(Exercise data begins)

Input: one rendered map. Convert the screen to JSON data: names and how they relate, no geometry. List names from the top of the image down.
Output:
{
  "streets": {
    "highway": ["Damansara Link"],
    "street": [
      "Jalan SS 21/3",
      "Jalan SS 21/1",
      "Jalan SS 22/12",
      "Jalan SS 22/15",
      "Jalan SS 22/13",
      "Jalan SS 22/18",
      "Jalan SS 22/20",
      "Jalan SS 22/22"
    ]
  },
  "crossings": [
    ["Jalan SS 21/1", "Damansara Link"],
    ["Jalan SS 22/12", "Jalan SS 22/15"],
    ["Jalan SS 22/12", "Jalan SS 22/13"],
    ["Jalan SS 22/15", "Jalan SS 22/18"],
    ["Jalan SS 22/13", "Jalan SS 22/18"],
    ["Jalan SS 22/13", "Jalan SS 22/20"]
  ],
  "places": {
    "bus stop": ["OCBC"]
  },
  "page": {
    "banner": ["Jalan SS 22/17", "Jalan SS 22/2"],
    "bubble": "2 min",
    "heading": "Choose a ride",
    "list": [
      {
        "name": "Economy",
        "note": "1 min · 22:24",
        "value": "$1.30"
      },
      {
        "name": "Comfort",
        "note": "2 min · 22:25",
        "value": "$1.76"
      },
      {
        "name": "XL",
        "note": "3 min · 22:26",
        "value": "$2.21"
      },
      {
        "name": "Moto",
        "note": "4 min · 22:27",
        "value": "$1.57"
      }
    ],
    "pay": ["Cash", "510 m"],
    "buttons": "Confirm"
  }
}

(Exercise data ends)

Exercise goal
Recopy the entries above in their entirety, exactly.

Finished task
Input: one rendered map. Convert the screen to JSON data: names and how they relate, no geometry. List names from the top of the image down.
Output:
{
  "streets": {
    "highway": ["Damansara Link"],
    "street": [
      "Jalan SS 21/3",
      "Jalan SS 21/1",
      "Jalan SS 22/12",
      "Jalan SS 22/15",
      "Jalan SS 22/13",
      "Jalan SS 22/18",
      "Jalan SS 22/20",
      "Jalan SS 22/22"
    ]
  },
  "crossings": [
    ["Jalan SS 21/1", "Damansara Link"],
    ["Jalan SS 22/12", "Jalan SS 22/15"],
    ["Jalan SS 22/12", "Jalan SS 22/13"],
    ["Jalan SS 22/15", "Jalan SS 22/18"],
    ["Jalan SS 22/13", "Jalan SS 22/18"],
    ["Jalan SS 22/13", "Jalan SS 22/20"]
  ],
  "places": {
    "bus stop": ["OCBC"]
  },
  "page": {
    "banner": ["Jalan SS 22/17", "Jalan SS 22/2"],
    "bubble": "2 min",
    "heading": "Choose a ride",
    "list": [
      {
        "name": "Economy",
        "note": "1 min · 22:24",
        "value": "$1.30"
      },
      {
        "name": "Comfort",
        "note": "2 min · 22:25",
        "value": "$1.76"
      },
      {
        "name": "XL",
        "note": "3 min · 22:26",
        "value": "$2.21"
      },
      {
        "name": "Moto",
        "note": "4 min · 22:27",
        "value": "$1.57"
      }
    ],
    "pay": ["Cash", "510 m"],
    "buttons": "Confirm"
  }
}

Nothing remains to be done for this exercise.